Obama/Duncan's blackmail initiative Race to the Top is a thousand times worse than NCLB.

This is going to have no effect at all.

 

duffyduff

(3,251 posts)
5. This is no improvement at all
Wed Jun 5, 2013, 11:49 AM
Jun 2013

All it does is give Duncan permission to continue with his ruinous Race to the Top garbage.

Duncan should have been impeached for subverting Congress in the first place, but since D.C. politicians are totally worthless and on the take, they give him permission to continue with business as usual.

 

duffyduff

(3,251 posts)
6. I am right. This is worse.
Wed Jun 5, 2013, 12:33 PM
Jun 2013
http://perdidostreetschool.blogspot.com/2013/06/obama-administration-doubles-down-on.html


This is giving the Obama administration everything it wants, and it is absolutely terrible on education policy.

It wouldn't matter if this ludicrous law passed because it is already being done by the Obama administration anyway.

Igel

(35,317 posts)
8. It's only worse because it makes the situation bearable for a while longer.
Wed Jun 5, 2013, 10:30 PM
Jun 2013

The unbearable might produce a kind of revolution, and AYP will get us there in a year or two without the waivers.

I like it only because it neuters a bit of executive authority. There's too much of the "we can do it if there's nothing explicitly forbidding us to do it, or if nobody stops us." Nixon was a bit imperial; we justly said the same of *; Obama's following much of the same line.

Some of the mandated reforms are cart-before-the-horse nonsense. Others are the best thinking of today which is doomed to be considered utterly wrong in a few years--like the outmoded best thinking of 5 years ago, which replaced the outmoded best thinking of 10 years ago, which replaced the outmoded best thinking of 15 years ago ...
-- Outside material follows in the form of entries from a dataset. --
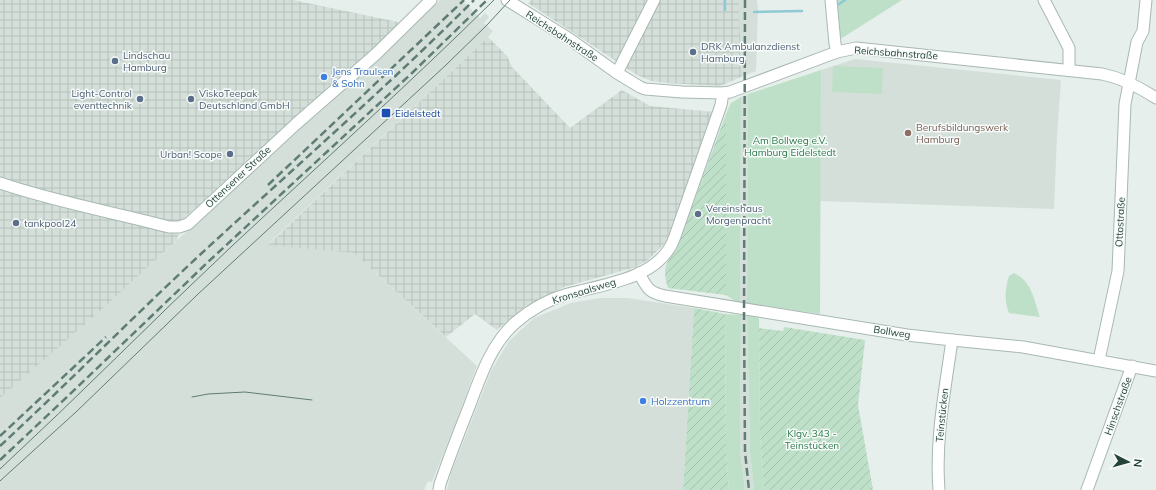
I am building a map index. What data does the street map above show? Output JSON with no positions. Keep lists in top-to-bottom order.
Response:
{
  "streets": {
    "street": [
      "Reichsbahnstraße",
      "Ottensener Straße",
      "Ottostraße",
      "Kronsaalsweg",
      "Bollweg",
      "Hinschstraße",
      "Teinstücken"
    ]
  },
  "crossings": [
    ["Reichsbahnstraße", "Ottostraße"],
    ["Reichsbahnstraße", "Kronsaalsweg"],
    ["Ottostraße", "Bollweg"],
    ["Kronsaalsweg", "Bollweg"],
    ["Bollweg", "Hinschstraße"],
    ["Bollweg", "Teinstücken"]
  ],
  "parks": ["Am Bollweg e.V. Hamburg Eidelstedt", "Klgv. 343 - Teinstücken"],
  "places": {
    "other": [
      "DRK Ambulanzdienst Hamburg",
      "Lindschau Hamburg",
      "Jens Traulsen & Sohn",
      "Light-Control eventtechnik",
      "ViskoTeepak Deutschland GmbH",
      "Berufsbildungswerk Hamburg",
      "Urban! Scope",
      "Vereinshaus Morgenpracht",
      "tankpool24",
      "Holzzentrum"
    ],
    "transit": ["Eidelstedt"]
  },
  "north": "right"
}
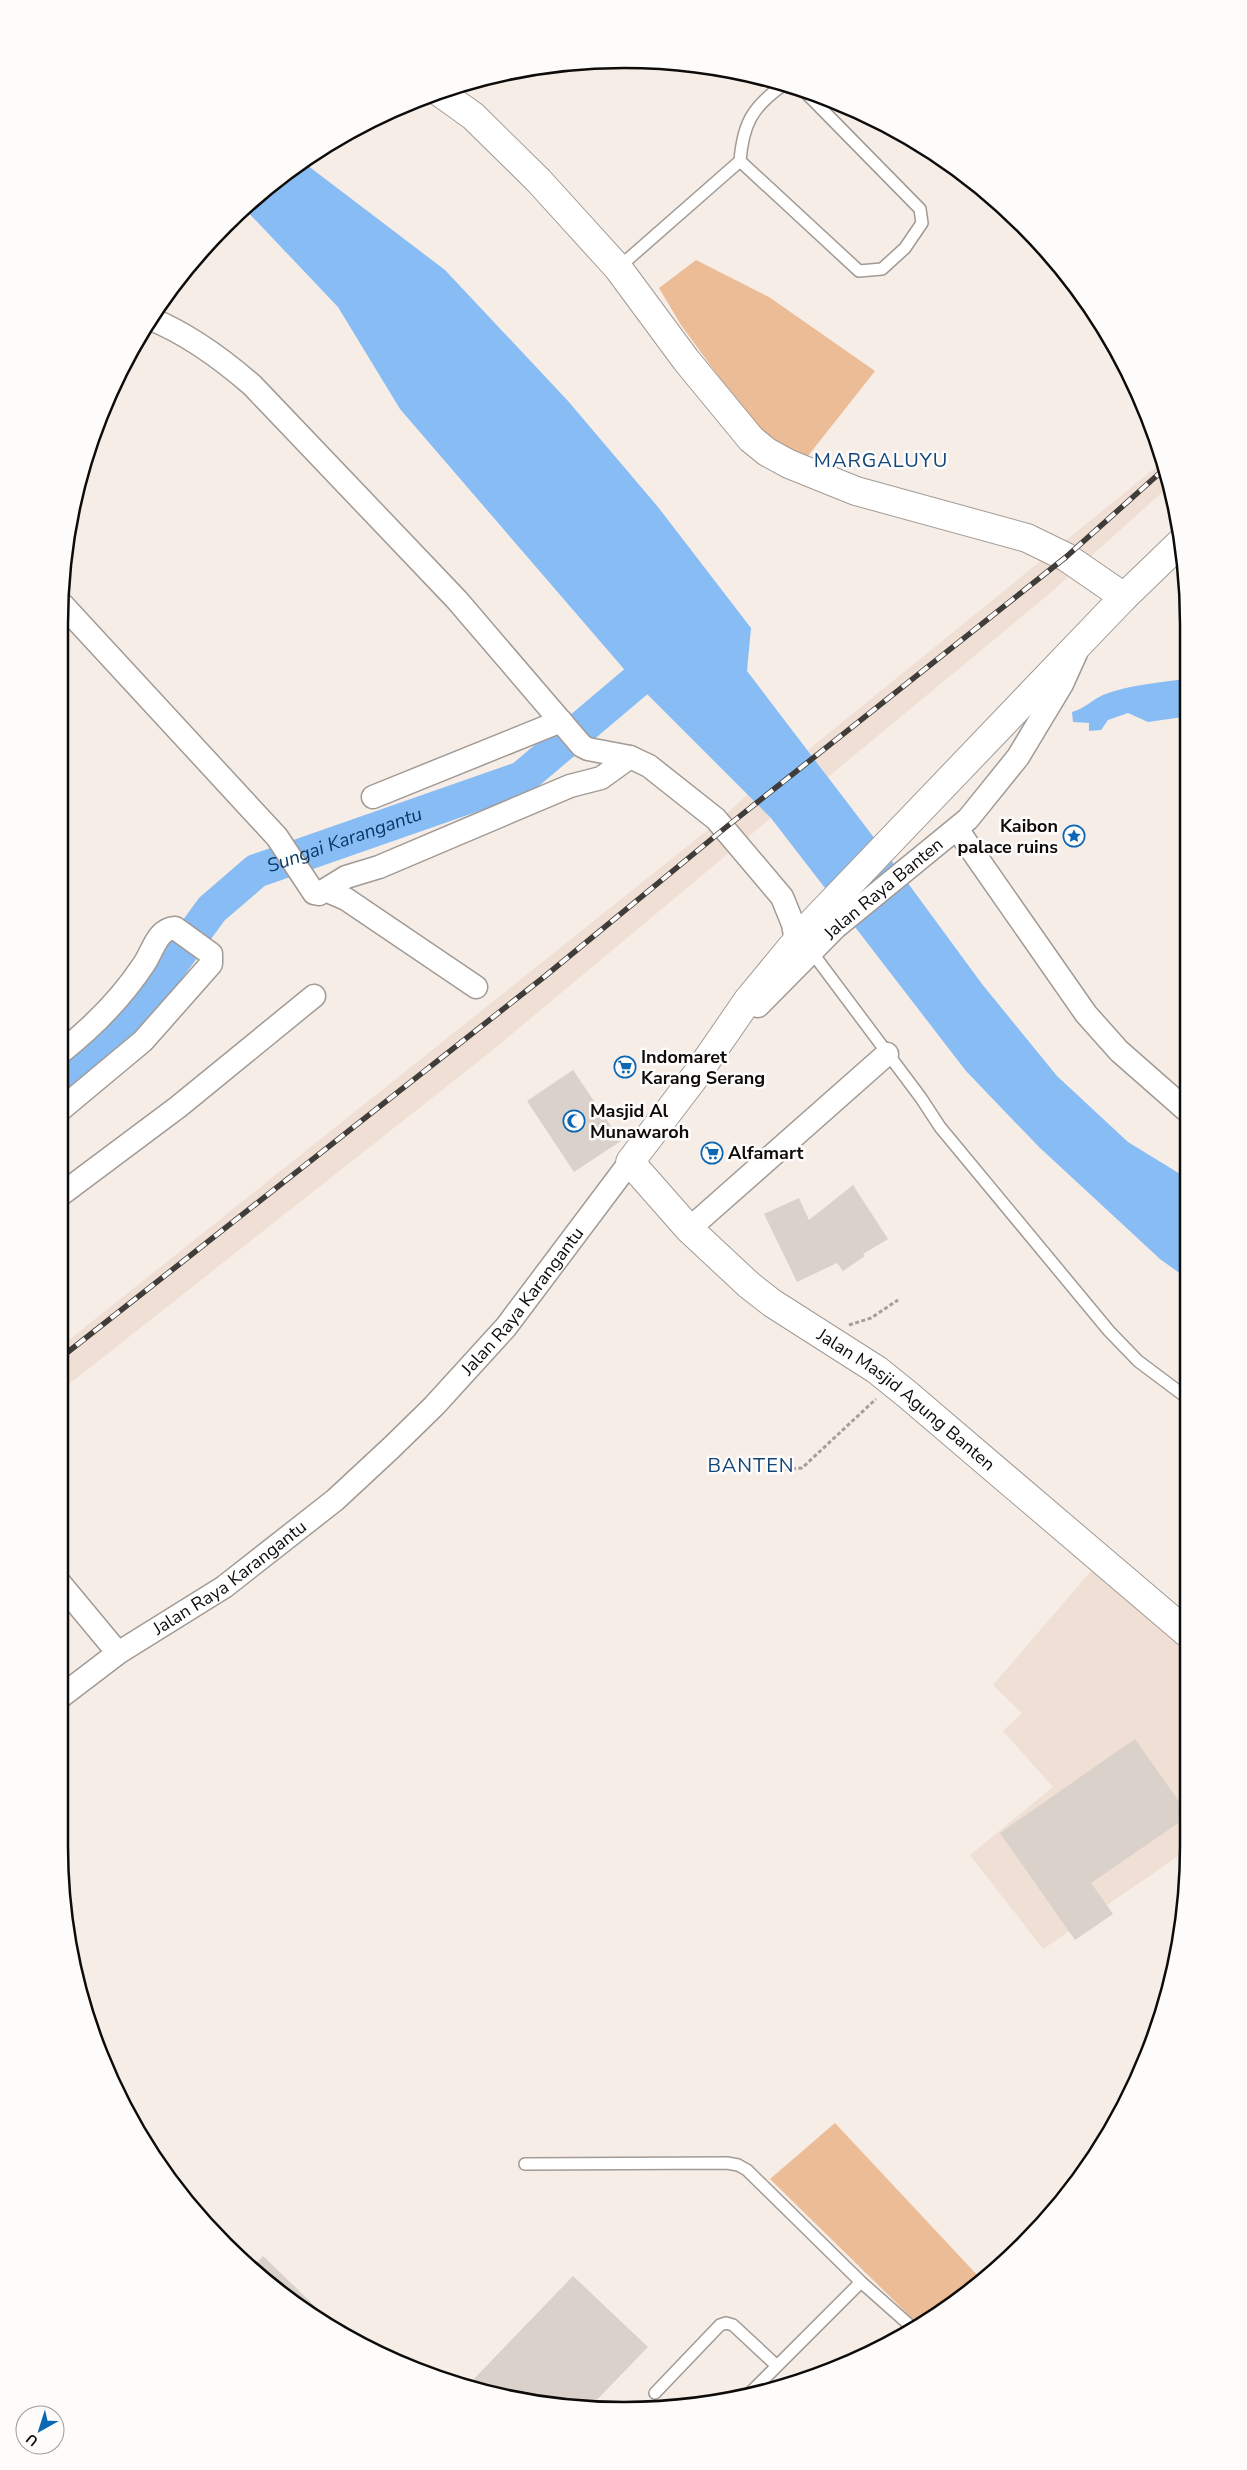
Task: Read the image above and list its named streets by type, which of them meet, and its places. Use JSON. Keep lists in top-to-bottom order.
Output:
{
  "streets": {
    "main road": ["Jalan Raya Banten", "Jalan Raya Karangantu", "Jalan Masjid Agung Banten"]
  },
  "crossings": [
    ["Jalan Raya Banten", "Jalan Raya Karangantu"],
    ["Jalan Raya Karangantu", "Jalan Masjid Agung Banten"]
  ],
  "districts": ["MARGALUYU", "BANTEN"],
  "water": ["Sungai Karangantu"],
  "places": {
    "place": ["Kaibon palace ruins"],
    "supermarket": ["Indomaret Karang Serang", "Alfamart"],
    "mosque": ["Masjid Al Munawaroh"]
  },
  "north": "bottom left"
}
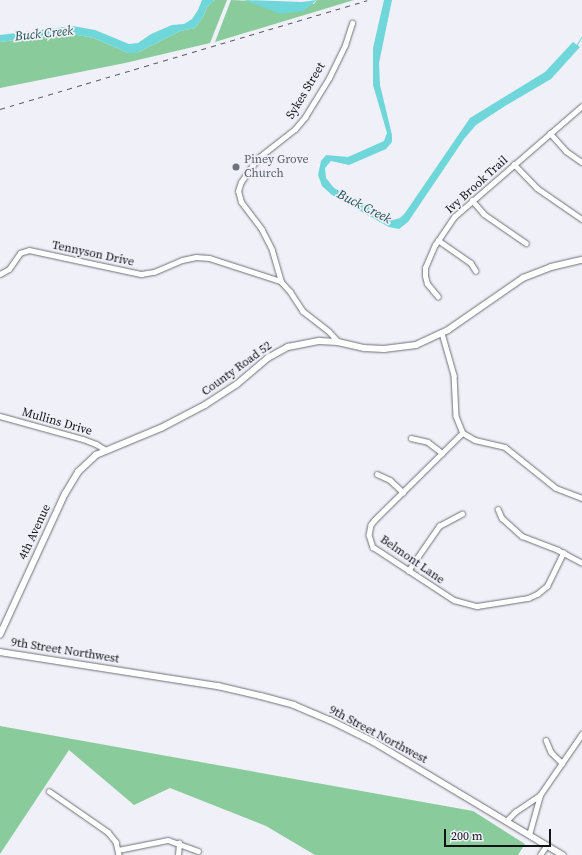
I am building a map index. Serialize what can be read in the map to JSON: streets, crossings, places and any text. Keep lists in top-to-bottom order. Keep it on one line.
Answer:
{"streets":{"street":["Sykes Street","Ivy Brook Trail","Tennyson Drive","County Road 52","Mullins Drive","4th Avenue","Belmont Lane","9th Street Northwest"]},"crossings":[["Sykes Street","Tennyson Drive"],["County Road 52","Mullins Drive"],["County Road 52","4th Avenue"],["Mullins Drive","4th Avenue"]],"water":["Buck Creek"],"places":["Piney Grove Church"],"scale_bar":"200 m"}
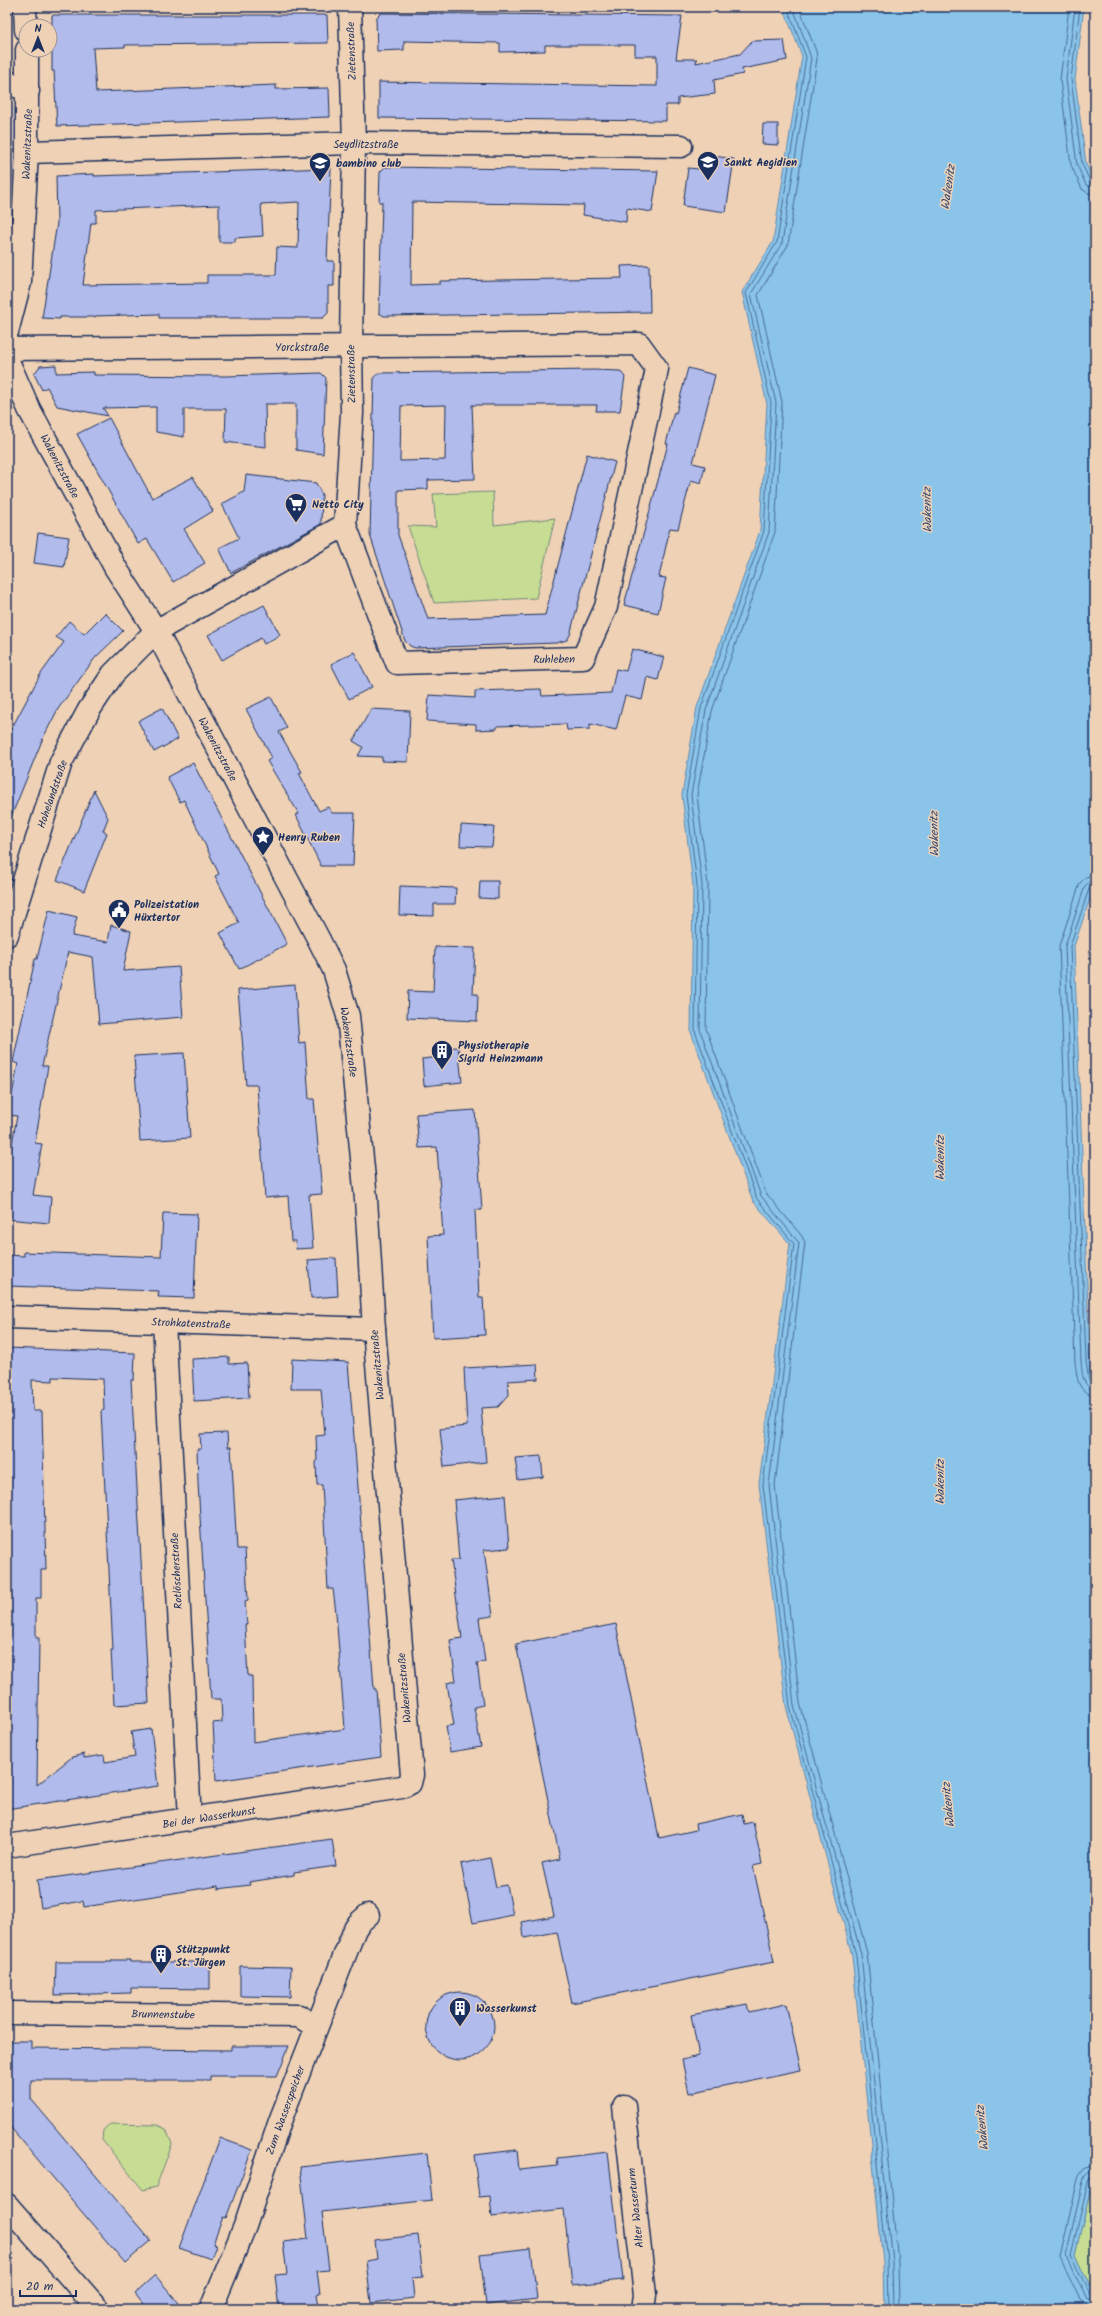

Duncan needs a bit of humility. The researchers don't have all the answers. In fact, they're probably not even asking the right questions yet because they're furiously answering the questions that they believe lead them to the answers they already know to be correct. And, surprise--the answers they get show that they were right.

New generation of researchers, new generation of beliefs, new generation of correct answers showing that the old ones were, well, limited, misguided, mistaken.

proud2BlibKansan

(96,793 posts)
7. Anybody else sick of writing plans?
Wed Jun 5, 2013, 08:15 PM
Jun 2013

We have Title I plans, SIG plans, IDEA plans, ELL plans, plans for grant applications, plans for community engagement, plans for business partnerships, plans to improve achievement, plans to differentiate instruction, (yesterday I went to a meeting where we talked about a plan to differentiate evaluations!), plans to reduce truancy, plans to increase parent involvement . . . . and it goes on and on and on.

I'm moving to a new room so for the first time in a LONG time I decided to clean out my file cabinet last month. I never throw anything away. I found one thick file after another full of this plan or that plan. It was unreal. We write these plans, kill several forests to print them out and give everyone copies they never read, then we file them away and keep on doing what we've been doing, (sometimes that's in the plan and sometimes it isn't).

I should retire and start a business helping schools write plans. I feel like I have a PhD in plan writing, or at least in plan collecting

We don't need any more stinkin plans.